Transport Mode (Prefill-decode disaggregation): Focuses on accelerating distributed inference by routing KV cache data between nodes in real-time. Enables prefill-decode disaggregation where one server computes KV for prompts and delivers them to another server for generation without recomputation. Uses peer-to-peer channels with communication libraries like NIXL for low-latency, high-bandwidth transfers.

Core Components#

LLM Inference Engine Integration Module (Connector)

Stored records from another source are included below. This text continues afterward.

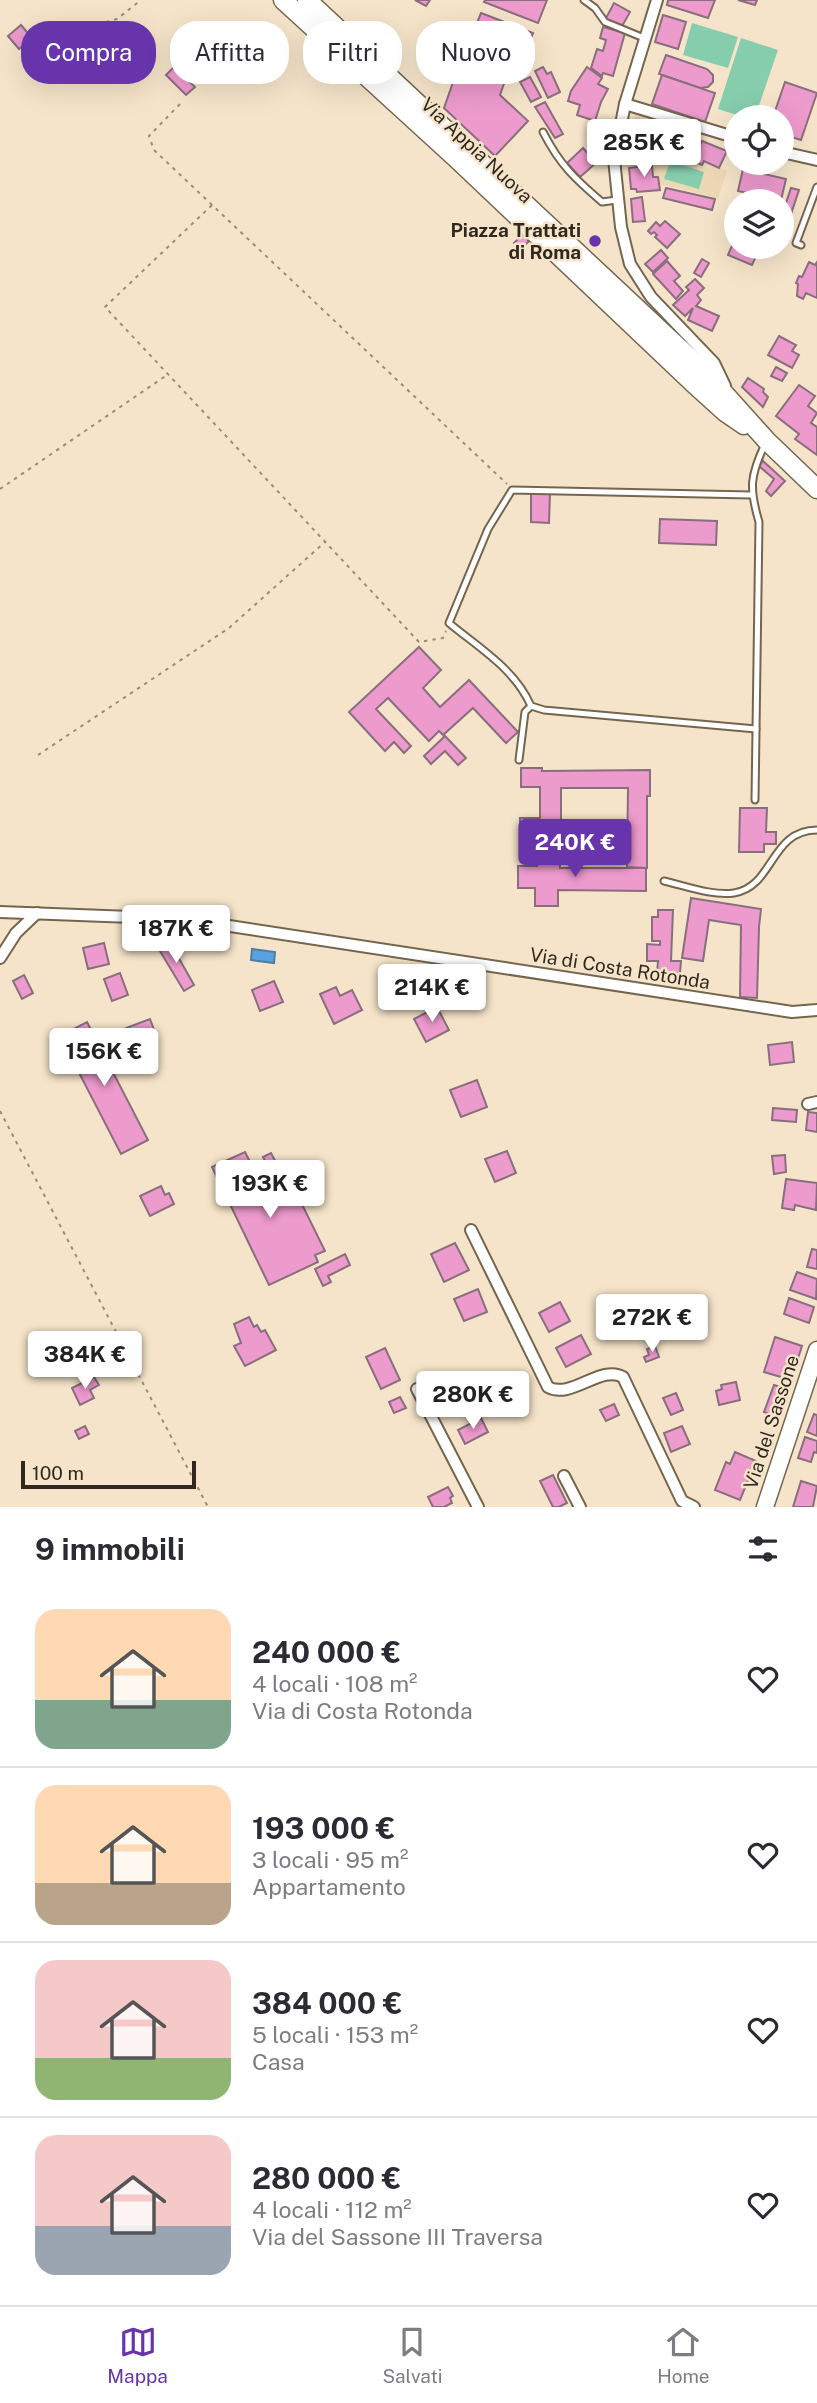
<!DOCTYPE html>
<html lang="it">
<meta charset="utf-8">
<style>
body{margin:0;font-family:"Public Sans",sans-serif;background:#f2f2f3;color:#2b2b33;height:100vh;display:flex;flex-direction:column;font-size:26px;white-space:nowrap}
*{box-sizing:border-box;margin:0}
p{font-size:23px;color:#7c7c81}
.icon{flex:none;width:38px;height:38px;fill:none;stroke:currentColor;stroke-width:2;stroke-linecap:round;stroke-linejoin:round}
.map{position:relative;height:1507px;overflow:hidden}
.details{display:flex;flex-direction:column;background:#fff;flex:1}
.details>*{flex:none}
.banner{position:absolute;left:21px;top:21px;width:775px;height:63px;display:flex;gap:14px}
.tools{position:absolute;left:724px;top:105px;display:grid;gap:14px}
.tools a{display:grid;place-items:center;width:70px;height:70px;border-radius:50%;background:#fff;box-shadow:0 7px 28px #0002;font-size:35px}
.scale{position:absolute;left:21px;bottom:18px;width:175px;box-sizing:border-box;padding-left:7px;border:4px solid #2f281e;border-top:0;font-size:19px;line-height:24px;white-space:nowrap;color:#2f281e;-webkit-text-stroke:5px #f5e4c9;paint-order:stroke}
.price{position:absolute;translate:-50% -60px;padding:0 16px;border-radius:7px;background:#fff;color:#222;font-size:23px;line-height:46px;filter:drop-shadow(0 2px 4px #0008)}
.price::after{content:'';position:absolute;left:50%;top:42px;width:21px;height:16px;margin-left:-10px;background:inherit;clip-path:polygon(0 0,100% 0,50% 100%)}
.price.active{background:#6734ab;color:#fff}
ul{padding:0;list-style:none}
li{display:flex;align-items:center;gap:21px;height:175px;padding:0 35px}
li+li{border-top:2px solid #e1e1e2}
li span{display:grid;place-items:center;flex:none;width:196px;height:140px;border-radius:21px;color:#555}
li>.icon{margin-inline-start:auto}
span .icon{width:84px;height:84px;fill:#fffc;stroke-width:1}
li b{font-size:30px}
h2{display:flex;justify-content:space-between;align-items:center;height:84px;padding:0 35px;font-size:30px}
.pill{padding:0 24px;border-radius:28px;background:#fff;box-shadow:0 7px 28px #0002;font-size:24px;line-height:63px}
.pill.active{background:#6734ab;color:#fff}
.tab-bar{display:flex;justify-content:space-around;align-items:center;height:98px;border-top:2px solid #e1e1e2;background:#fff;font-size:19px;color:#7c7c81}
.tab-bar a{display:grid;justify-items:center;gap:4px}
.tab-bar .active{color:#6734ab}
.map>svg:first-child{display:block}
.built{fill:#edd8b6}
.green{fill:#86cdad}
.water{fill:#59a2df;stroke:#4c7da5;stroke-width:2}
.building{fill:#ed9acd;stroke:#896e7e;stroke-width:2}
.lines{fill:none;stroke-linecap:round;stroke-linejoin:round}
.service-casing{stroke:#74664e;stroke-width:9}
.minor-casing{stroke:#74664e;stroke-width:14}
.secondary-casing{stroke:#74664e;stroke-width:19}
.primary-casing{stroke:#74664e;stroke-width:21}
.path{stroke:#998d7a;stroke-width:2;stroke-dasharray:3.5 5;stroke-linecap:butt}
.service{stroke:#fff;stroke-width:5}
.minor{stroke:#fff;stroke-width:10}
.secondary{stroke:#fff;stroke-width:16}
.primary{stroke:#fff;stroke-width:18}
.poi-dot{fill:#6734ab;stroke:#f5e4c9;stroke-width:2.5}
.labels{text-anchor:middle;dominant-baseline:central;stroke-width:5;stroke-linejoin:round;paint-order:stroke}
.street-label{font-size:19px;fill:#2f281e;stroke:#f5e4c9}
.poi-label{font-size:19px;font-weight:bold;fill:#2f281e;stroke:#f5e4c9;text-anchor:end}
</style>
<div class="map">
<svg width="817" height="1507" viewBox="0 0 817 1507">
<rect width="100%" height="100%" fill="#f5e4c9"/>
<path class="built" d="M635,115L672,127L666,144L686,152L684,157L701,165L704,161L727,171L718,198L659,184L658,177H653L652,165L627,168L625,157H628Z"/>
<g class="green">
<path d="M692,23L738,37L728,68L683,55Z"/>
<path d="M741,38L778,50L755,117H743L718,109Z"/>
<path d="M670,161L704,172L699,189L664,179Z"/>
</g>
<path class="water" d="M252,949L275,952L274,963L251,960Z"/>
<g class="building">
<path d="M415,0H430L426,6Z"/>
<path d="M485,0H547L538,23L484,2Z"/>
<path d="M668,0H715L708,18L667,5Z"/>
<path d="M738,0H757L755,5Z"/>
<path d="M614,3L630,12L621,28L605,20Z"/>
<path d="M481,13L533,33L522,60L470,40Z"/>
<path d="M663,15L686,22L678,49L655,42Z"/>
<path d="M21,25L32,38L19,49L8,36Z"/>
<path d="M603,27L625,33L613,76L603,73L602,76L591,68L597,49L603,51L606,40L600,38Z"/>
<path d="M464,51L510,67L500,95L528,121L495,156L444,108Z"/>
<path d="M666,55L707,69L713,75V82L708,87L700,88L659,74Z"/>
<path d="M174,67L195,87L186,95L166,75Z"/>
<path d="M543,67L547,74L551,72L560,92L548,98L535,71Z"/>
<path d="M587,67L602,78L598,84L608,89L601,102L595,121L577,115L580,105L568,101L571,91Z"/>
<path d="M662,75L715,93L705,122L652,104Z"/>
<path d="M530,77L541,97L531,102L520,82Z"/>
<path d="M785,82L817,93L801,140L782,134V117H773Z"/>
<path d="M545,102L563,134L555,138L535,107Z"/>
<path d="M635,123L655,127V130L662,132L660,141L655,140L651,157L630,151Z"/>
<path d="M672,127L690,134L683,151L666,144Z"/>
<path d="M702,141L727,151L719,168L704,161L702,165L683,157L689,143L699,147Z"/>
<path d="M583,148L596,163L580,177L567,163Z"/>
<path d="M652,165L653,177H658L660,190L637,192L636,189H631L629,168Z"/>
<path d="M743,169L786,179L781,200L738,191Z"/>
<path d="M666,188L715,199L712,210L663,198Z"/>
<path d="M791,188L799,190L787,226L782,225V215Z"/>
<path d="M642,197L645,221L633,222L631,199Z"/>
<path d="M665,221L680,234L667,248L655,237L657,235L654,232L651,234L648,231L656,222L660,226Z"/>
<path d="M737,234V247H760L752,265L728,255Z"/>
<path d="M522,235L529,241L521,249L514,243Z"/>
<path d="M661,250L668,258L653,272L645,264Z"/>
<path d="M702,259L709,263L701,277L694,273Z"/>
<path d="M667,261L680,276L674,281L683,291L676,299L653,274Z"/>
<path d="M809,262L815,265L817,262V298L806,293L803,299L797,296L798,284L796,283L799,276L802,277Z"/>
<path d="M695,279L704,288L697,295L701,300L696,306L719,316L712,331L688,320L693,308L685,316L673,305L689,290L686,287Z"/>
<path d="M779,336L796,345L792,351L799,355L792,368L768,355Z"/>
<path d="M776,367L787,373L782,381L771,376Z"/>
<path d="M748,378L764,389L763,392L768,397L763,407L742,387Z"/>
<path d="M799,385L815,396L808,406L817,413L811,423L817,427V455L795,439L799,434L776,416Z"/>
<path d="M763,461L785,481L771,496L766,491L774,479L759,466Z"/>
<path d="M531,493H550L549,523L531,522Z"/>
<path d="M660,519L717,521L716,545L659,543Z"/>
<path d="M419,647L441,670L423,688L440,707L469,680L518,732L506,743L473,708L443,735L439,731L429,741L388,698L376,709L411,746L404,753L394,742L385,751L349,712Z"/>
<path d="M445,736L466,758L458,765L445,751L431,764L424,756Z"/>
<path d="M521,768H542V771L650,770V796H647V868L627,867L628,788H561V849H539L540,836H520V818H540V787H521Z"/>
<path d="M740,808H767L766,832H776V844H764V852H739Z"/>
<path d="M537,850H560V868H646V891L558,890V906H535V888H518V866H537Z"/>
<path d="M691,898L761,909L759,927L757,998L740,997L741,925L709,920L703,961L682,958Z"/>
<path d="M658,910H673L671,961H681L680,973H657L658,961H647V944L660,945V941H652V917H658Z"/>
<path d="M168,939L194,985L184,991L157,946Z"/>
<path d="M104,943L109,964L88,969L83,948Z"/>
<path d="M120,973L128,995L112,1001L104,979Z"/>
<path d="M24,975L33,993L22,999L13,981Z"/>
<path d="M274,981L283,1002L260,1011L252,990Z"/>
<path d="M336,987L340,996L352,990L362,1010L334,1024L320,994Z"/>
<path d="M437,1007L449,1030L426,1042L414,1019Z"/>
<path d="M150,1019L157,1038L133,1047L126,1028Z"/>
<path d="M87,1022L148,1140L121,1154L60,1036Z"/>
<path d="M792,1042L794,1062L770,1065L768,1045Z"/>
<path d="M477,1080L487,1107L461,1117L450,1090Z"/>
<path d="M773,1108L797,1110L796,1122L772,1120Z"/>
<path d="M808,1112L817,1113V1132L806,1130Z"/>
<path d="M507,1151L516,1173L495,1182L485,1159Z"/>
<path d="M245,1152L264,1190L289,1178L325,1251L315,1255L318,1262L269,1285L212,1167Z"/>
<path d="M271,1153L281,1172L273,1176L263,1157Z"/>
<path d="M785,1155L786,1172L774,1174L772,1156Z"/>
<path d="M786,1179L817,1183L816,1210L795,1205L794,1210L782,1208Z"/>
<path d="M161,1186L165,1195L169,1193L174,1204L150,1216L140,1196Z"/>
<path d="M455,1243L469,1270L444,1282L431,1254Z"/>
<path d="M812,1249L817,1250V1269L807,1267Z"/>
<path d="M345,1254L350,1265L328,1276L331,1282L323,1286L315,1269Z"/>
<path d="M797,1272L817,1279L816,1299L790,1290Z"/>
<path d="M478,1289L487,1312L464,1321L454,1299Z"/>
<path d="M789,1298L814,1307L809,1323L784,1314Z"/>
<path d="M560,1302L570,1321L549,1332L539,1313Z"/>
<path d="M249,1317L254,1327L257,1325L261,1332L265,1330L276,1350L245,1366L234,1346L241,1343L234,1324Z"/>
<path d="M581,1335L591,1354L566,1367L556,1348Z"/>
<path d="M775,1337L802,1346L791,1380L764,1372Z"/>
<path d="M655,1346L659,1357L646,1362L644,1357L649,1355L647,1349Z"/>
<path d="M385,1348L400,1380L381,1389L366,1357Z"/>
<path d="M94,1377L99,1385L90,1390L94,1398L80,1405L72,1388Z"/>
<path d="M736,1382L740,1400L719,1405L716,1391L722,1389L721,1385Z"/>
<path d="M774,1385L789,1390L779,1418L764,1412Z"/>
<path d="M676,1393L683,1410L671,1415L663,1398Z"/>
<path d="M400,1397L406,1408L394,1413L389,1402Z"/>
<path d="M614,1404L619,1415L606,1421L600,1410Z"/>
<path d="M814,1414L817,1415V1436L807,1432Z"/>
<path d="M481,1418L488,1432L465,1444L458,1430Z"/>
<path d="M85,1426L89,1434L79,1439L75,1431Z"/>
<path d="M682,1426L690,1444L671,1452L664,1433Z"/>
<path d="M805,1437L817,1441V1453L814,1452L811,1462L798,1458Z"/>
<path d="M735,1452L756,1461L740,1500L715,1490L726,1462L730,1464Z"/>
<path d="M553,1475L567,1503L559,1507H553L540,1481Z"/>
<path d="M801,1481L817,1486L813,1507H793Z"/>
<path d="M448,1487L453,1496L450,1498L452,1503L444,1507H433L428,1497Z"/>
</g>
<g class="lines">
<defs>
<g id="service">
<path d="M584,0L595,8L605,22L644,38"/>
<path d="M543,132C560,165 574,178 602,202L617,200"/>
<path d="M801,245L796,243L817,187"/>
<path d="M751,495L512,490L488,529L449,623C479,648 515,669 531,706L544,710L756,729"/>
<path d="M519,760L525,712L531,706"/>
<path d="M755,800L759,522C749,488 750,476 765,444"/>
<path d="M664,881C686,886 712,896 734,893C774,887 770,830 817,830"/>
</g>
<g id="minor">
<path d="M657,0L625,104L614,159L621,227L630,264L651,297L714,363L725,386"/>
<path d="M625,104L737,138"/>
<path d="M782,152L817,160"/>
<path d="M0,912L184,919L792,1012L817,1010"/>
<path d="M0,958L16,933L37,913"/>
<path d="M808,1104L817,1102"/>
<path d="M471,1230L548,1387C571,1400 601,1364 623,1377L682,1501L694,1507"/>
<path d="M417,1389L478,1507"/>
<path d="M564,1476L580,1507"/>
</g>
<path id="secondary" d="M765,1507L817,1350"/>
<g id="primary">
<path d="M283,0L457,159L693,383L725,412L744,425"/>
<path d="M307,0L705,372L767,441L817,489"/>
</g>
</defs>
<use href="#service" class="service-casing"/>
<use href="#minor" class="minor-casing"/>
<use href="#secondary" class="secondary-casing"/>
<use href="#primary" class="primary-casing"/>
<g class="path">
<path d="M40,39L54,49L60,48L92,26L117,19L141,0"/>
<path d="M180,104L149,136L154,150L507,484"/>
<path d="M212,205L105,307L419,642L443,638L446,631"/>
<path d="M569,225L581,223"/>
<path d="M0,489L167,375"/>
<path d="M38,755L229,628L325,542"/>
<path d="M0,1111L208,1507"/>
</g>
<use href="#service" class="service"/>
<use href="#minor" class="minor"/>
<use href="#secondary" class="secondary"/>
<use href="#primary" class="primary"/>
</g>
<circle class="poi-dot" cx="595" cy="241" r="7"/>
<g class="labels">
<g class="street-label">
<text transform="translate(477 150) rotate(43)">Via Appia Nuova</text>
<text transform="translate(620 968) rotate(9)">Via di Costa Rotonda</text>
<text transform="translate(771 1422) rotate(-72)">Via del Sassone</text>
</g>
<g class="poi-label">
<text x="581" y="230">Piazza Trattati<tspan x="581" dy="22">di Roma</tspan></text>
</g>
</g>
</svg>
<div class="tools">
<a><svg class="icon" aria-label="locate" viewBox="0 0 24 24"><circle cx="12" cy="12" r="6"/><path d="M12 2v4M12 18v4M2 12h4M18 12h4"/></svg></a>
<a><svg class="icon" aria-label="layers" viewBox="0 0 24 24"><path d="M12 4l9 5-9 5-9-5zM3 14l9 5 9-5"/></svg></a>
</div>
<div class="scale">100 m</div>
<b class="price" style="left:644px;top:179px">285K €</b>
<b class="price active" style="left:575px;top:879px">240K €</b>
<b class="price" style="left:176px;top:965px">187K €</b>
<b class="price" style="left:432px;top:1024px">214K €</b>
<b class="price" style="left:104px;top:1088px">156K €</b>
<b class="price" style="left:270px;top:1220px">193K €</b>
<b class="price" style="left:652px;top:1354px">272K €</b>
<b class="price" style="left:85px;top:1391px">384K €</b>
<b class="price" style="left:473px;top:1431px">280K €</b>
<div class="banner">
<a class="pill active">Compra</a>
<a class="pill">Affitta</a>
<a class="pill">Filtri</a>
<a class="pill">Nuovo</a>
</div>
</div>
<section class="details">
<h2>9 immobili<svg class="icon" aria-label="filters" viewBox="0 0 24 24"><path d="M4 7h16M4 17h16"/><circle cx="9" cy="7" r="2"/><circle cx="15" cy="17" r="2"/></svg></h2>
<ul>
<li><span style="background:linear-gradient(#ffd9b3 65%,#7fa58c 0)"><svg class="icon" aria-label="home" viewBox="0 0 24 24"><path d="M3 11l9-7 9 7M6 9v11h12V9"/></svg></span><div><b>240 000 €</b><p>4 locali · 108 m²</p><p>Via di Costa Rotonda</p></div><svg class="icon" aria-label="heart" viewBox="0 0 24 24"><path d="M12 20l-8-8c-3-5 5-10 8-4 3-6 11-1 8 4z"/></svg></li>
<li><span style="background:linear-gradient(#ffd9b3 70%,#b9a48a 0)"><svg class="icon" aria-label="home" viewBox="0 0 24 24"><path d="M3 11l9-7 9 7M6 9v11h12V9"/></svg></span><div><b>193 000 €</b><p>3 locali · 95 m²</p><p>Appartamento</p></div><svg class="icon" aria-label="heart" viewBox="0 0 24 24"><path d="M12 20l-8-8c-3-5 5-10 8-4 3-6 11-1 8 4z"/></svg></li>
<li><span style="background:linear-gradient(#f6c9c9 70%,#8fb573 0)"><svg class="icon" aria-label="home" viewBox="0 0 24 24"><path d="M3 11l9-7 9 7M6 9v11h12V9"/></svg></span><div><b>384 000 €</b><p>5 locali · 153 m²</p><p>Casa</p></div><svg class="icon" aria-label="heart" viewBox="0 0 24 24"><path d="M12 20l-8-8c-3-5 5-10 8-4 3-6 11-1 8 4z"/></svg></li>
<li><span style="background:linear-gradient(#f6c9c9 65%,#9aa5b1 0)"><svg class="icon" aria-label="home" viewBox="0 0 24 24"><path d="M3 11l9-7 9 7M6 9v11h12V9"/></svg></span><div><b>280 000 €</b><p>4 locali · 112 m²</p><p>Via del Sassone III Traversa</p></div><svg class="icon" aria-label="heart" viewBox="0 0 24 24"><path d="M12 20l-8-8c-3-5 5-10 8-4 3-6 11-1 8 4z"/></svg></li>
</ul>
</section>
<nav class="tab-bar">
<a class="active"><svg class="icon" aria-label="map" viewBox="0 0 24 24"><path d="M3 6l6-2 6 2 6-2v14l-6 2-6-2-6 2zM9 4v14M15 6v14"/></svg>Mappa</a>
<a><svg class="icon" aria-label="saved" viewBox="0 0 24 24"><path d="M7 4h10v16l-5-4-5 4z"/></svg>Salvati</a>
<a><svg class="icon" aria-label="home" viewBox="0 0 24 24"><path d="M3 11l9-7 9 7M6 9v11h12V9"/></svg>Home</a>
</nav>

Integrated into the LLM engine (vLLM), the Connector taps into the paged KV memory manager. During prompt processing, it checks if token sequences were seen before:

Cache hit: Fetches precomputed KV cache chunks from LMCache, bypassing computation
Cache miss: Model computes KV as usual, then Connector hands newly-generated KV data to LMCache for storage

Cache Index (Token Database)

Maintains an internal index mapping token sequences to cached KV entries and their locations. Enables cross-request and cross-instance cache lookups with configurable chunking strategy (default 256 tokens) and hashing scheme.

Memory Object & Allocator

Manages KV cache entries as MemoryObj instances using a custom memory allocator within LocalCPUBackend. Ensures pinned memory for fast GPU↔CPU transfers, NUMA-aware allocation, and interfaces with eviction policies (LRU by default).

Asynchronous Offloading

Offloading / loading the KV cache chunks in an asynchronous manner to avoid blocking inference threads and GPU cycles.

Remote Connectors

Plugin-based system for remote backends (Redis, Mooncake, NiXL). Uses generic RemoteBackend wrapper that delegates operations to connector implementations, supporting dynamic loading of custom backends.

LMCache Controller#

The Controller provides a management API for runtime cache operations:

Lookup: Query cache entries for given token sequences and their locations
Clear: Purge KV cache entirely or for specific entries
Compress/Decompress: On-demand compression using CacheGen or decompression to full precision
Move: Migrate caches to specified locations for cache warming or optimization
Pin/Unpin: Mark cache entries as persistent to prevent eviction
Health & Finish Checks: Report worker health and confirm completion of async operations

The Controller coordinates with all LMCache workers in the system, providing centralized management for both single-instance and distributed deployments.